New hire versus replacement
A new hire is someone who you hire to add to your existing staff, whereas a replacement is someone hired to fill an open position that was previously filled.
New hires tend to cost more than replacements for a couple of reasons. The first is that a new hire means additional costs, not replacement costs. So right off the bat, you have to add the new hire's salary, benefits, and taxes to the ledger. Combined with other hiring costs, you're talking about up to three times the base salary to hire that new employee.
Replacements aren't much cheaper. That's because even though the salary, benefits, and taxes are replacements, the other hiring costs still exist and must be calculated when determining the cost to replace the employee.
Breaking down the costs
So what is the cost of hiring a new employee? For new hires, plan to spend up to three times the employee's base salary. For replacements, expect to spend roughly 20% of the employee's base salary. Here's how the costs break down:
This cost varies significantly, but for illustrative purposes, let's say the annual salary is $50,000.

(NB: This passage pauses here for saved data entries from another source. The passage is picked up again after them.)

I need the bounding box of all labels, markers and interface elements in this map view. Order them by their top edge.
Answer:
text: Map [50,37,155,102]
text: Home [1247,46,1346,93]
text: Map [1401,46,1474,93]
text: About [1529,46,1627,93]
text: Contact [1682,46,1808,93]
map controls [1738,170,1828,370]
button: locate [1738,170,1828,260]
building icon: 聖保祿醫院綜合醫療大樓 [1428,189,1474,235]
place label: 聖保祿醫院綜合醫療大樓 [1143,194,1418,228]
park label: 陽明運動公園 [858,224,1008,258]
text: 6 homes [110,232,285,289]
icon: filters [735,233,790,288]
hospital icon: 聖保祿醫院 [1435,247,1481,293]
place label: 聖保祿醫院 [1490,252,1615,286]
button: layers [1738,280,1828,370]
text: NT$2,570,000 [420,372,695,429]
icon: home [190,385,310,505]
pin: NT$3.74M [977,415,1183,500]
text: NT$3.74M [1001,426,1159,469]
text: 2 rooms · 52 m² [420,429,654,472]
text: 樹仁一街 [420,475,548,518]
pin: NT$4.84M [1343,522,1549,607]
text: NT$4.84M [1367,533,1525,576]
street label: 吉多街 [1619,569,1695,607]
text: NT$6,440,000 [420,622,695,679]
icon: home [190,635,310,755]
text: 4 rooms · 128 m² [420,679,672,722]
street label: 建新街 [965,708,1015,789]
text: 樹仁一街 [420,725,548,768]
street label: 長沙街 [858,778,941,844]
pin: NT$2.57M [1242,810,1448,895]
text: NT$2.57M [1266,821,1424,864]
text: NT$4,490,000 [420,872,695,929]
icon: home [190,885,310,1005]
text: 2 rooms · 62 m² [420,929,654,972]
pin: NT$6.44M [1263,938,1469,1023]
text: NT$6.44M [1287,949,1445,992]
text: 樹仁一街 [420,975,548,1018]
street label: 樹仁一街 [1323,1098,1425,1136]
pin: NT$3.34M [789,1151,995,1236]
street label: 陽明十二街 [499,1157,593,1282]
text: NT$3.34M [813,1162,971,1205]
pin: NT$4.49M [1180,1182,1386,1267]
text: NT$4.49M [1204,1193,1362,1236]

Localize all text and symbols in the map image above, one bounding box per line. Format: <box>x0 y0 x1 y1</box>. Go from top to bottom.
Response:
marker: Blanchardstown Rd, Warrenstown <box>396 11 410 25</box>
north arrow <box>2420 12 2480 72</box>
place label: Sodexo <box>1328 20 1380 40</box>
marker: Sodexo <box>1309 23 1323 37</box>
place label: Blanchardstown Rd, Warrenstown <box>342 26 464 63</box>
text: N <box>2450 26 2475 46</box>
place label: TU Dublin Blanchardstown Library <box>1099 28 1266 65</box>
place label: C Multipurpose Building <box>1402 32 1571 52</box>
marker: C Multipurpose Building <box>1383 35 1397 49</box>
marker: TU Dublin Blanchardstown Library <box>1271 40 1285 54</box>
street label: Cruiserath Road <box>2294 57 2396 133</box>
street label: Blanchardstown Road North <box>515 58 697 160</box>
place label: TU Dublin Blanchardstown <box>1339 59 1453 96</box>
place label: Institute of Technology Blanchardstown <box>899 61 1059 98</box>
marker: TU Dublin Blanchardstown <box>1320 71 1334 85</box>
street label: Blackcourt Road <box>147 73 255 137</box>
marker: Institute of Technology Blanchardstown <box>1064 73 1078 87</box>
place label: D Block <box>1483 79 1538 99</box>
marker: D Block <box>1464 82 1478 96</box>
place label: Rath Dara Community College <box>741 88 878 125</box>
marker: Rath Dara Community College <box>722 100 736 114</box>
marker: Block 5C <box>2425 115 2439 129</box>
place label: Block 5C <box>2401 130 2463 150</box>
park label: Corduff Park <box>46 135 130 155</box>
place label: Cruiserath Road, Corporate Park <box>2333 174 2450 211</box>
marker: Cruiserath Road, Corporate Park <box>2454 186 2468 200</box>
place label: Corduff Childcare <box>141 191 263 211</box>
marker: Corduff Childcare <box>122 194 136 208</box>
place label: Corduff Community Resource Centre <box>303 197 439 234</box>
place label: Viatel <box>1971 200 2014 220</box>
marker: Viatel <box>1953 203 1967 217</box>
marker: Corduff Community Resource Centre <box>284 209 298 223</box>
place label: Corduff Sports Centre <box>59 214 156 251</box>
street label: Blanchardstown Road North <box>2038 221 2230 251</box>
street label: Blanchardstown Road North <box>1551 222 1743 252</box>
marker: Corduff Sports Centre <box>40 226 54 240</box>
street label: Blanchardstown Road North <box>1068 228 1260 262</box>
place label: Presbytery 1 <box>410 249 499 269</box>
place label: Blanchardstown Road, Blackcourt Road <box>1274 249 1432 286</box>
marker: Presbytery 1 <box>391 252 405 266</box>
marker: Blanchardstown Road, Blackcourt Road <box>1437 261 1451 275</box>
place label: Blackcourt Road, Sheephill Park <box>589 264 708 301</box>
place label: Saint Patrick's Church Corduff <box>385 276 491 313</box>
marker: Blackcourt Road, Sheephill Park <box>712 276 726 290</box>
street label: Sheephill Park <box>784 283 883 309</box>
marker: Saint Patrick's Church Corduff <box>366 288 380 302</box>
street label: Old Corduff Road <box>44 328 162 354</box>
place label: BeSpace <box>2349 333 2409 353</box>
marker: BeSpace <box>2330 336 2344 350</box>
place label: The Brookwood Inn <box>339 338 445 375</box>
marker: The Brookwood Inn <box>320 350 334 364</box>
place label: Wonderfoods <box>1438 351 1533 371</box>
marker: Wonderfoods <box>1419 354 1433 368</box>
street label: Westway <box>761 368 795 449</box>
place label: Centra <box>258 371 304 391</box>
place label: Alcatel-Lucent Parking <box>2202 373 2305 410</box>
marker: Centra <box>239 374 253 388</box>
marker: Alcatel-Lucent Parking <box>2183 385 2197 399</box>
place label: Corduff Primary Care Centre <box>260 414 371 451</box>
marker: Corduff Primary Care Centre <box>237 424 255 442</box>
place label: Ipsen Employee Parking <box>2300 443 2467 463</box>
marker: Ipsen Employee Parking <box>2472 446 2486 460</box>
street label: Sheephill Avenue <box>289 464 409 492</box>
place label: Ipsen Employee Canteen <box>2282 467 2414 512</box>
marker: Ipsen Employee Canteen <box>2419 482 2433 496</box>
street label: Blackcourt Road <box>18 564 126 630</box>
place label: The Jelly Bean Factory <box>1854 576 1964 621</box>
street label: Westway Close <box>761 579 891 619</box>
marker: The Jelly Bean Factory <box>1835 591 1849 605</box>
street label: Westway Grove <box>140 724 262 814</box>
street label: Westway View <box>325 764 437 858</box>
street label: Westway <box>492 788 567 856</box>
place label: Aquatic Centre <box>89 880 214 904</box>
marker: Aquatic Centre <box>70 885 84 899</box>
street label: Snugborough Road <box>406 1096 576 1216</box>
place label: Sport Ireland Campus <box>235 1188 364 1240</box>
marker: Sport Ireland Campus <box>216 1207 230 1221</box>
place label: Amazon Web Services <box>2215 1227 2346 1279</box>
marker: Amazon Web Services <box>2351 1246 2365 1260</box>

Depending on whether or not your company subsidizes any portion of health care, insurance for a new employee can run up to $5,000 per year. Let's assume 50% subsidy and say the cost is $2,500 per year.
This figure is roughly 7% of the employee's base salary. In the example we're using, that's $3,500 per year.
Advertising alone runs just under $1,000, to say nothing of whether or not you use a third party recruiting agency, which will usually cost 20% of the employee's base salary. That figure drops if you use an in-house recruiter, but the pay, benefits, and taxes for that recruiter will add into the cost. Let's ballpark this one at $10,000.
The approximate cost of training a new employee is somewhere around $1,000, but that's assuming it only takes a week for the employee to learn enough to take over a job completely.
So for these five foreseeable expenses, the cost of hiring an employee in this situation would be $67,000—or 1.3 times the employee's base salary.
Other potential costs
There are other expenses you have to factor in as well. If this is a replacement situation, you have to consider the cost of lost productivity and morale amongst remaining employees. The exiting employee might have a severance package, plus the cost of unemployment insurance. For a new hire, there may be travel or relocation fees, sign-on bonuses, and background/drug screening costs. That $67,000 can quickly turn into $75,000 or even $80,000.
When should I hire a new employee?
Let's return to Joe. In the case of an underperforming employee who still shows potential, it makes much more sense to foot the bill for training than to make a hasty replacement. $10,000 is a lot less than $67,000.
Of course, sometimes a replacement can't be avoided. If an employee just isn't hitting the mark and you've done everything you can to engage them, you'll likely have to invest in a replacement hire. Just make sure that you've done all you can to save the employee first. It may seem easier and cheaper to cut ties and start with a fresh face, but the cost of replacement is much higher than the cost of managing the employee to success.
Employee or contractor?
When new headcount is needed, you might consider hiring an independent contractor. An independent contractor is an individual who owns an LLC or other registered corporation and who receives payment through accounts payable and then gets a 1099 at the end of the year instead of a W2.
These individuals generally should work offsite and use their own equipment since they aren't employees of your company. This option can be much cheaper because you save money on health insurance as well as on payroll taxes since the individual is responsible for their own payroll taxes.
In short, be prudent with any hiring decisions. The cost of hiring an employee usually outweighs the cost of keeping someone around and always exceeds the cost of a contractor. If you don't need the headcount, then wait. If you can get by without replacing a role, give it a shot. You'll be saving yourself a whole lot more than an annual salary.